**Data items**

==========

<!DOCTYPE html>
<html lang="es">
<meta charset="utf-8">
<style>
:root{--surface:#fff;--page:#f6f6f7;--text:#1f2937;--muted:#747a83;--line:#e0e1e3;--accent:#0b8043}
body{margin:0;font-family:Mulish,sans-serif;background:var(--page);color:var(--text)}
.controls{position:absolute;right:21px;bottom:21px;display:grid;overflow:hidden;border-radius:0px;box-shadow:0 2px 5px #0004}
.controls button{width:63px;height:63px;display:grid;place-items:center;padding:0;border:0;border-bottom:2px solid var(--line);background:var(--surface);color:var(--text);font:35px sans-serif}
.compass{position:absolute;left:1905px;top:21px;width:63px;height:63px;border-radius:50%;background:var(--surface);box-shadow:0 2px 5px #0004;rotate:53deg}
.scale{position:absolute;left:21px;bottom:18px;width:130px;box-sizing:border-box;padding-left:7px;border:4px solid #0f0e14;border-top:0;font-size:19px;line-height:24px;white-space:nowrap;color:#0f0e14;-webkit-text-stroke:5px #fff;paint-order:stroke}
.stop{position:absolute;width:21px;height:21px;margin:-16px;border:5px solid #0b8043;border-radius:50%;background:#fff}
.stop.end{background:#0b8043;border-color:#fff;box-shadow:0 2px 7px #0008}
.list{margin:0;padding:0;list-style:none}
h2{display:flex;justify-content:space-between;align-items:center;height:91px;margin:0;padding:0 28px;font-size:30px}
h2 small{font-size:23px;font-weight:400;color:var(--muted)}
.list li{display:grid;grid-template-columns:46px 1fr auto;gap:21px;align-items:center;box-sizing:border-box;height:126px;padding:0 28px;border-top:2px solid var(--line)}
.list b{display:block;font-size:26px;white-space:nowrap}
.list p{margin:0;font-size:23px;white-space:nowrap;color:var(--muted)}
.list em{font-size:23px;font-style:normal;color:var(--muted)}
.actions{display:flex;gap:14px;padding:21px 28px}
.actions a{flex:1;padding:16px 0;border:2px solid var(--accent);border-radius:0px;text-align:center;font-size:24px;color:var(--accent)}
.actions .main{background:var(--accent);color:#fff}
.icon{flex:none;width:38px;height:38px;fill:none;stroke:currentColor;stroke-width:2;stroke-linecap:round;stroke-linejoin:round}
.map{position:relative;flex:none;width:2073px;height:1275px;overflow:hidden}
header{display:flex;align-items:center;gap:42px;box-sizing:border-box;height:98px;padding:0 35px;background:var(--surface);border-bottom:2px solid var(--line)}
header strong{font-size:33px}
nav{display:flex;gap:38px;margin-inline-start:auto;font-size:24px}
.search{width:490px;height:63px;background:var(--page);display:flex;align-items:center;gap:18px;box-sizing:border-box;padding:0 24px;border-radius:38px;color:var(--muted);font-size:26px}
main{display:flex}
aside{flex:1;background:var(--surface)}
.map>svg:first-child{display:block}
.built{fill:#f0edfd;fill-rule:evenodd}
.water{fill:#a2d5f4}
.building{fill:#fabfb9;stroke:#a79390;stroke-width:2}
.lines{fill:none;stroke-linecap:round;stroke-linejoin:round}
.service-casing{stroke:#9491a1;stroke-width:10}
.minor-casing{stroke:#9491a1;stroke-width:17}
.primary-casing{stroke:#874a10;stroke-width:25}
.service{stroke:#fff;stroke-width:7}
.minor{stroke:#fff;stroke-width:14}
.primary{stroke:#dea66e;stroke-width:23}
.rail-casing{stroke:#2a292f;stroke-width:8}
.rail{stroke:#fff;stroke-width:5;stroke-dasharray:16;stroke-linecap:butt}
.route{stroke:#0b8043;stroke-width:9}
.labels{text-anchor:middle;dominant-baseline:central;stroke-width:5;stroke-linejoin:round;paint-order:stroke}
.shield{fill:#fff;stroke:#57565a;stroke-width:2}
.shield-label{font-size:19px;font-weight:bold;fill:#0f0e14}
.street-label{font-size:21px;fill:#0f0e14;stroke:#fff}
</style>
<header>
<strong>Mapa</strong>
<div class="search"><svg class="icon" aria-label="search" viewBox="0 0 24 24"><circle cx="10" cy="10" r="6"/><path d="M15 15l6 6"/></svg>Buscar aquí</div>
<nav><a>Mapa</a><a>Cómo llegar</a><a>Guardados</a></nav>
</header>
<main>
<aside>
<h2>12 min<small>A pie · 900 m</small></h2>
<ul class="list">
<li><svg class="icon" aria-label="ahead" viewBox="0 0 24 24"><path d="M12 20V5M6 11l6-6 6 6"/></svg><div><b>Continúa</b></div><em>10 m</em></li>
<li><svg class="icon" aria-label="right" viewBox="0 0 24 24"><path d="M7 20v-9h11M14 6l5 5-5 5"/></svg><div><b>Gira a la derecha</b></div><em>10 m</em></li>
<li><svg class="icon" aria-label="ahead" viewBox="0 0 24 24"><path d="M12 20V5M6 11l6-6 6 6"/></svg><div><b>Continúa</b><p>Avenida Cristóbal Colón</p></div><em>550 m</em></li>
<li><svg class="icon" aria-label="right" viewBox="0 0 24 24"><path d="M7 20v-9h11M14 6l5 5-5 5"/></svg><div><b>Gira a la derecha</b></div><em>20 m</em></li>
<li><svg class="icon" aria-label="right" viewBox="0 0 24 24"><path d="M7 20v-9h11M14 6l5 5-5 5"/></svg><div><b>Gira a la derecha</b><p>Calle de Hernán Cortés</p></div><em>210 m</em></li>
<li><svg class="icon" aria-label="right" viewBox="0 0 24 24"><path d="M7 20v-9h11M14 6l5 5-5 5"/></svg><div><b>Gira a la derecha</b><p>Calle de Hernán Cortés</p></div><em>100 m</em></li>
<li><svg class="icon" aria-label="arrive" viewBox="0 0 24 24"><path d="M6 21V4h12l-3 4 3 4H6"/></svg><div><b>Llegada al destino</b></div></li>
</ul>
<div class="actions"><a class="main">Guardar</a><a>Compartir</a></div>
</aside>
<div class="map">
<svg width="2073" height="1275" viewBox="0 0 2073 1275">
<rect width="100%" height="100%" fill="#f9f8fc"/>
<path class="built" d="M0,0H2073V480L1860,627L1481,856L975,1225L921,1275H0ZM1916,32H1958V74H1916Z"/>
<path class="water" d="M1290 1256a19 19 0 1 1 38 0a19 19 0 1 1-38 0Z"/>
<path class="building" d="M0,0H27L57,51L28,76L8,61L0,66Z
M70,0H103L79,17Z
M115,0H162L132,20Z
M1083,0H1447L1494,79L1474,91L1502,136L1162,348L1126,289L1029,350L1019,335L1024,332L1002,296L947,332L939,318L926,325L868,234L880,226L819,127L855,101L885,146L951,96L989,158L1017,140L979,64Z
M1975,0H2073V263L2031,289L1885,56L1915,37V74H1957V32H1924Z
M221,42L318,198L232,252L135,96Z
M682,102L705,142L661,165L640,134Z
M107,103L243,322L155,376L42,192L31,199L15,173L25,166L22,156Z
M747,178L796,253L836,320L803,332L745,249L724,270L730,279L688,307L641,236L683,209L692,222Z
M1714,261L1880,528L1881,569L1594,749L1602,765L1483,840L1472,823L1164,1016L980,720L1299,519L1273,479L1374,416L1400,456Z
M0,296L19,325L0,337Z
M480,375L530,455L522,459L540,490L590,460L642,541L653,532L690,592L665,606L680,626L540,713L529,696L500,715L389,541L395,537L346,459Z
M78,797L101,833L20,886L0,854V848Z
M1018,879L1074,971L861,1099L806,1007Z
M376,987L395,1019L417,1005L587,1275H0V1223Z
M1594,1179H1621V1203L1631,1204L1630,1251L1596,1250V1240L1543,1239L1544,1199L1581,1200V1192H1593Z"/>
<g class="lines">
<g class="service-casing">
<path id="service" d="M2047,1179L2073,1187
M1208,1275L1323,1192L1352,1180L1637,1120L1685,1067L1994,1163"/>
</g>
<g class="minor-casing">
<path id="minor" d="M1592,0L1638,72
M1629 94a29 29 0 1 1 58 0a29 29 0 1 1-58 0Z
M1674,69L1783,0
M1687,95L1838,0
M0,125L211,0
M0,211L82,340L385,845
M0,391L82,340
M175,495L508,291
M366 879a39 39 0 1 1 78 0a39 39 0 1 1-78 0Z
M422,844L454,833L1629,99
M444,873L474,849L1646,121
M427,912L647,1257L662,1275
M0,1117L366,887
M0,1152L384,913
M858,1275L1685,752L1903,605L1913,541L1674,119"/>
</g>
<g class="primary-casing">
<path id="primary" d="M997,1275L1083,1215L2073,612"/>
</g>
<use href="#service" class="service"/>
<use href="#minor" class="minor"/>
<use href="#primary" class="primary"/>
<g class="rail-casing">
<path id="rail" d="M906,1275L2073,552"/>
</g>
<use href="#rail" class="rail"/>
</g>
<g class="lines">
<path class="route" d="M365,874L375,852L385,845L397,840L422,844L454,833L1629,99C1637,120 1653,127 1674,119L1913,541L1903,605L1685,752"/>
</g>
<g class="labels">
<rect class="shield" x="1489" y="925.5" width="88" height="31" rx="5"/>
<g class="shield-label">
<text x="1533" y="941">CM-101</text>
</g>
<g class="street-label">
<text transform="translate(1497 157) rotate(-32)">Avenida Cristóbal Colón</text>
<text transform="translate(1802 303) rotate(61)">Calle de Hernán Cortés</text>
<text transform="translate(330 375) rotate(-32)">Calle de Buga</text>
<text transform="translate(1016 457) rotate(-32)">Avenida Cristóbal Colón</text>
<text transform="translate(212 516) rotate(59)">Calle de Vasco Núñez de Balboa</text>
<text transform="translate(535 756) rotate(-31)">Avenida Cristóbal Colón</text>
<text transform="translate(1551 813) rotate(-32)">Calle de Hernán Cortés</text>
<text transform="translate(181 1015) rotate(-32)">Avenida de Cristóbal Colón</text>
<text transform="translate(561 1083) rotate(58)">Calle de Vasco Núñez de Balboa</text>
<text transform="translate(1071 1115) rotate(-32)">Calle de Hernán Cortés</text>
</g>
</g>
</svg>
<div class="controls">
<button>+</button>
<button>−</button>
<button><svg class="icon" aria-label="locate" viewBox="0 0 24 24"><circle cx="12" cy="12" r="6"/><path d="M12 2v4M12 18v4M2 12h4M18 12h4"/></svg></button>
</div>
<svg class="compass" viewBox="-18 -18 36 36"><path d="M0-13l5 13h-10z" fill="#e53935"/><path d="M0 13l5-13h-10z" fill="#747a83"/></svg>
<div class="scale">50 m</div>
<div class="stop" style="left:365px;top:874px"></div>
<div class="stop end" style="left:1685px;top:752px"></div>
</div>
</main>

==========

**AIM OF THE EXERCISE**
In how many lines of the data does the string "controls" appear? Give only the number.

**YOUR RESPONSE**
3